There are no campsites in the area, although there are several wide cottages about 100 meters from the waterfalls. At the time of our visit, these simple sheds were free for our use. – waypoints.ph
The crystal clear water of Ditumabo Falls gushes endlessly, flowing and twisting among countless rocks and boulders. The trek to the falls traverses several kilometers through the river and over a few steep mountain trails surrounding the falls on both banks. Occasionally, the trekker will unavoidably come upon fallen or cut logs that serve as either natural bridges or obstacles. Approximately 140 feet high, the falls are surrounded by huge cliffs-an unforgettable sight for nature lovers! – aurora.ph
At 140 feet, Ditumabo Falls is nothing short of spectacular. It is located within Ditumabo-Diteki Watershed reservation and can be reached on foot from jump-off point less than an hour. This natural wonder is set against towering hardwood trees and exotic flora, and is adjacent to the rich ecosystem of Mount Danayag. – sanluisaurora.ph
This amazing wonder is not called Aurora’s “Mother Falls” for nothing. Standing more than a hundred feet, water thunders as it hits the catch basin. I watched in awe as the spray swirled around us. Standing a few feet away from the falls, I could certainly feel its power.
The falls is nested in a glen at the foot of the mountains bordering the town of San Luis in Aurora province, a picturesque province in Luzon’s eastern side (made popular by the surfing spots in its capital town of Baler). The falls is a good 30-45 minutes hike, depending on where you’ll start the hike. The rough road leading to the actual trail head (where you’ll see a non operational hydro electric power plant) gets pretty bad at times.

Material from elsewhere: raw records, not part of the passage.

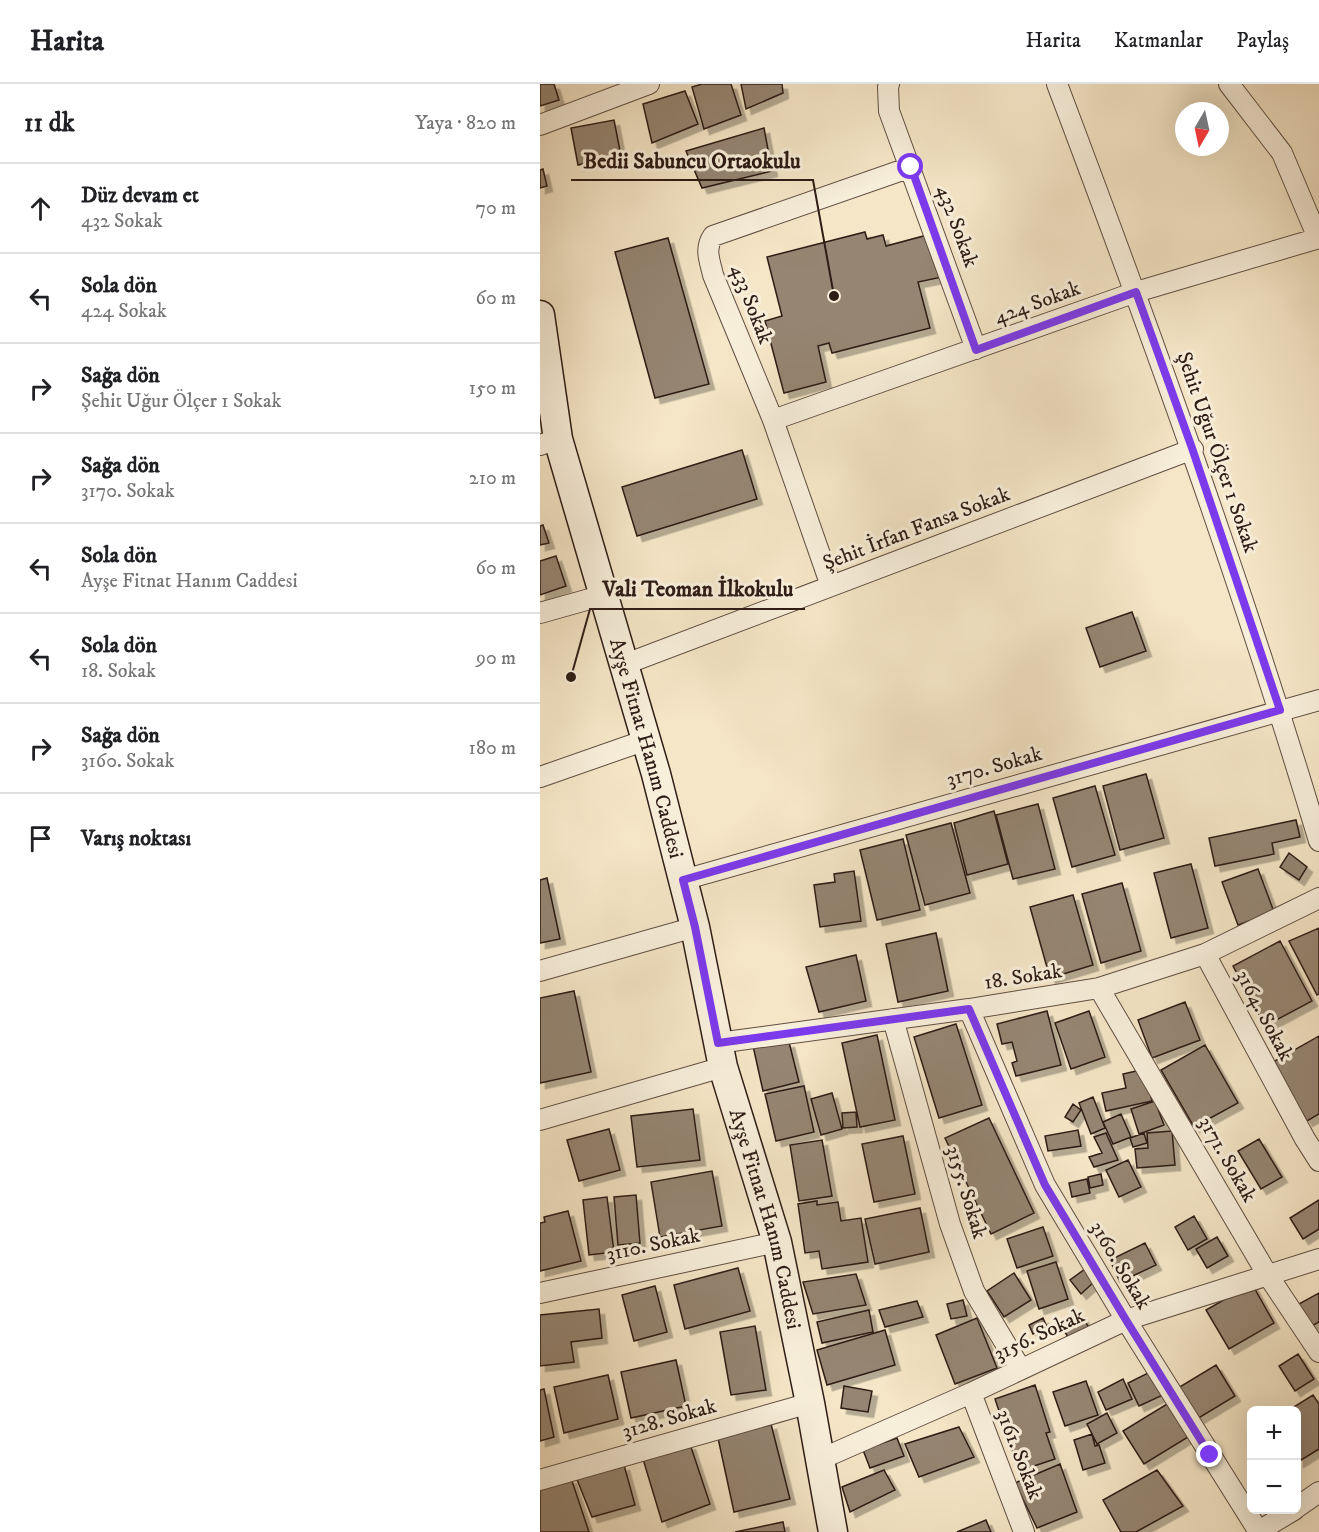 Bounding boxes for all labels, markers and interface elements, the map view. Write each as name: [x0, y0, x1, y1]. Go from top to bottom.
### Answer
text: Harita: [30, 24, 104, 59]
text: Harita: [1026, 28, 1081, 54]
text: Katmanlar: [1114, 28, 1203, 54]
text: Paylaş: [1236, 28, 1289, 54]
north arrow: [1175, 102, 1229, 156]
text: 11 dk: [24, 107, 75, 140]
text: Yaya · 820 m: [415, 111, 516, 136]
callout: Bedii Sabuncu Ortaokulu: [571, 140, 813, 180]
text: Bedii Sabuncu Ortaokulu: [583, 148, 801, 175]
route start: [897, 153, 923, 179]
text: Düz devam et: [81, 182, 199, 209]
street label: 432 Sokak: [930, 182, 984, 272]
icon: ahead: [24, 192, 57, 225]
text: 70 m: [475, 196, 516, 221]
text: 432 Sokak: [81, 209, 163, 234]
street label: 433 Sokak: [724, 261, 778, 348]
text: Sola dön: [81, 272, 157, 299]
street label: 424 Sokak: [991, 275, 1085, 331]
icon: left: [24, 282, 57, 315]
text: 60 m: [476, 286, 516, 311]
text: 424 Sokak: [81, 299, 167, 324]
street label: Şehit Uğur Ölçer 1 Sokak: [1171, 348, 1265, 557]
text: Sağa dön: [81, 362, 160, 389]
icon: right: [24, 372, 57, 405]
text: 150 m: [469, 376, 516, 401]
text: Şehit Uğur Ölçer 1 Sokak: [81, 389, 281, 414]
text: Sağa dön: [81, 452, 160, 479]
icon: right: [24, 462, 57, 495]
text: 210 m: [469, 466, 516, 491]
text: 3170. Sokak: [81, 479, 175, 504]
street label: Şehit İrfan Fansa Sokak: [819, 480, 1014, 577]
text: Sola dön: [81, 542, 157, 569]
icon: left: [24, 552, 57, 585]
text: 60 m: [476, 556, 516, 581]
text: Ayşe Fitnat Hanım Caddesi: [81, 569, 298, 594]
callout: Vali Teoman İlkokulu: [590, 569, 805, 609]
text: Vali Teoman İlkokulu: [602, 575, 794, 603]
text: Sola dön: [81, 632, 157, 659]
street label: Ayşe Fitnat Hanım Caddesi: [603, 635, 689, 861]
icon: left: [24, 642, 57, 675]
text: 90 m: [476, 646, 516, 671]
text: 18. Sokak: [81, 659, 156, 684]
text: Sağa dön: [81, 722, 160, 749]
icon: right: [24, 732, 57, 765]
text: 180 m: [469, 736, 516, 761]
street label: 3170. Sokak: [943, 741, 1046, 793]
text: 3160. Sokak: [81, 749, 174, 774]
icon: arrive: [24, 822, 57, 855]
text: Varış noktası: [81, 825, 191, 852]
street label: 18. Sokak: [982, 958, 1065, 996]
street label: 3164. Sokak: [1229, 966, 1299, 1066]
street label: Ayşe Fitnat Hanım Caddesi: [723, 1106, 807, 1332]
street label: 3171. Sokak: [1192, 1112, 1262, 1208]
street label: 3155. Sokak: [940, 1143, 993, 1243]
street label: 3160. Sokak: [1084, 1217, 1157, 1315]
street label: 3110. Sokak: [604, 1222, 703, 1268]
street label: 3156. Sokak: [990, 1302, 1089, 1367]
street label: 3128. Sokak: [619, 1393, 720, 1445]
street label: 3161. Sokak: [990, 1406, 1048, 1504]
map controls: [1247, 1406, 1301, 1514]
button: +: [1247, 1406, 1301, 1460]
route end: [1196, 1441, 1222, 1467]
button: −: [1247, 1460, 1301, 1514]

From the trail head, we followed the river upstream. The water was icy cold and there are sections where we had to climb over slippery boulders. If you are hiking there with your camera gears, a dry bag is an absolute necessity. Along the way you’ll see the water pipes that lead up to the falls.

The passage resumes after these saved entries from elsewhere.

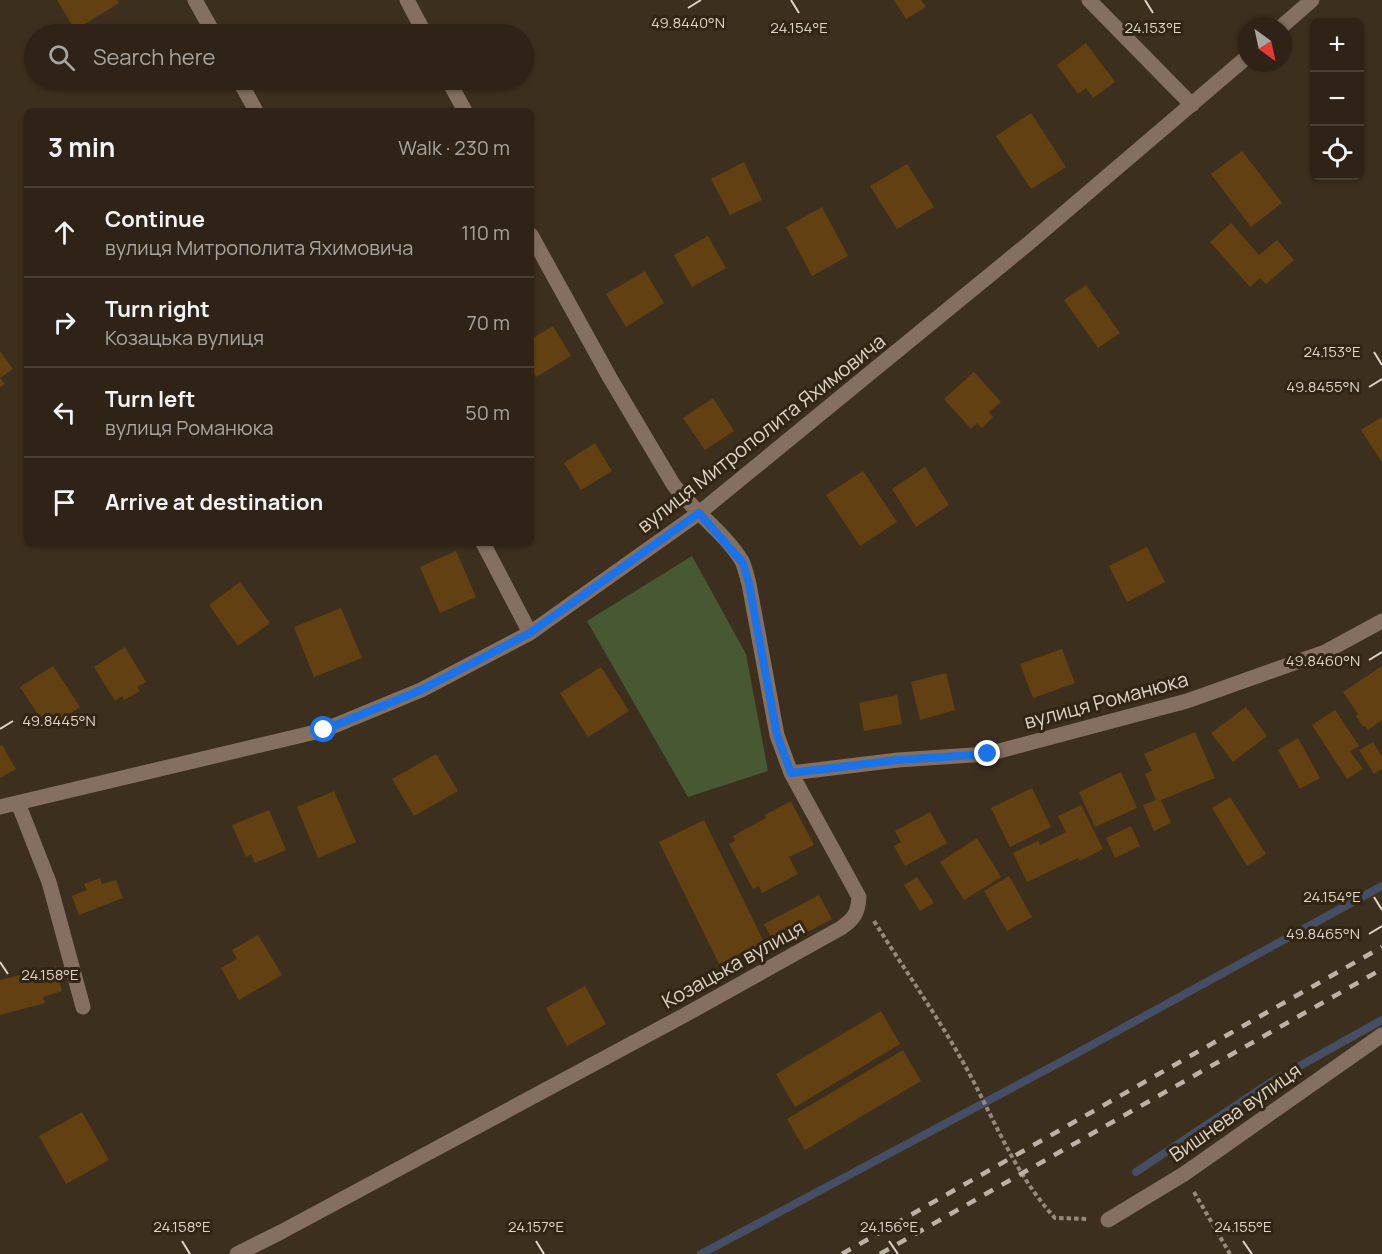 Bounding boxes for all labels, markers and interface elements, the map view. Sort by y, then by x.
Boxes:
text: 49.8440°N [651,12,725,33]
text: 24.154°E [770,17,828,38]
text: 24.153°E [1125,17,1181,38]
north arrow [1238,18,1292,72]
map controls [1310,18,1364,180]
button: + [1310,18,1364,72]
search box [24,24,534,90]
icon: search [45,41,78,74]
text: Search here [93,42,215,72]
button: − [1310,72,1364,126]
button: locate [1310,126,1364,180]
text: 3 min [48,129,115,165]
text: Walk · 230 m [398,134,510,161]
text: Continue [105,204,205,234]
icon: ahead [48,216,81,249]
text: 110 m [461,219,510,246]
text: вулиця Митрополита Яхимовича [105,234,413,261]
text: Turn right [105,294,210,324]
icon: right [48,306,81,339]
text: 70 m [467,309,510,336]
text: Козацька вулиця [105,324,264,351]
street label: вулиця Митрополита Яхимовича [631,327,891,539]
text: 24.153°E [1304,341,1360,362]
text: 49.8455°N [1286,376,1360,397]
text: Turn left [105,384,195,414]
icon: left [48,396,81,429]
text: 50 m [465,399,510,426]
text: вулиця Романюка [105,414,274,441]
icon: arrive [48,486,81,519]
text: Arrive at destination [105,487,323,517]
text: 49.8460°N [1286,650,1360,671]
street label: вулиця Романюка [1021,665,1191,735]
text: 49.8445°N [22,710,96,731]
route start [310,716,336,742]
route end [974,740,1000,766]
text: 24.154°E [1303,886,1361,907]
street label: Козацька вулиця [657,914,809,1014]
text: 49.8465°N [1286,923,1360,944]
text: 24.158°E [21,964,79,985]
street label: Вишнева вулиця [1164,1056,1306,1168]
text: 24.158°E [153,1216,211,1237]
text: 24.157°E [508,1216,564,1237]
text: 24.156°E [860,1216,918,1237]
text: 24.155°E [1214,1216,1272,1237]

This falls was one of the challenging ones to shoot. A small dam was constructed to close its catch basin and to get its full length, you’ll have to come closer and be in its “spray zone”. It was practically raining in there and everyone of us were all wet. I was glad I brought a “camera raincoat”, thus my camera was protected as only the front of the lens is exposed.
There are spots were the sprays are coming from above and from the back. These are the sweet spots where you’ll least likely to get water droplets on your lens.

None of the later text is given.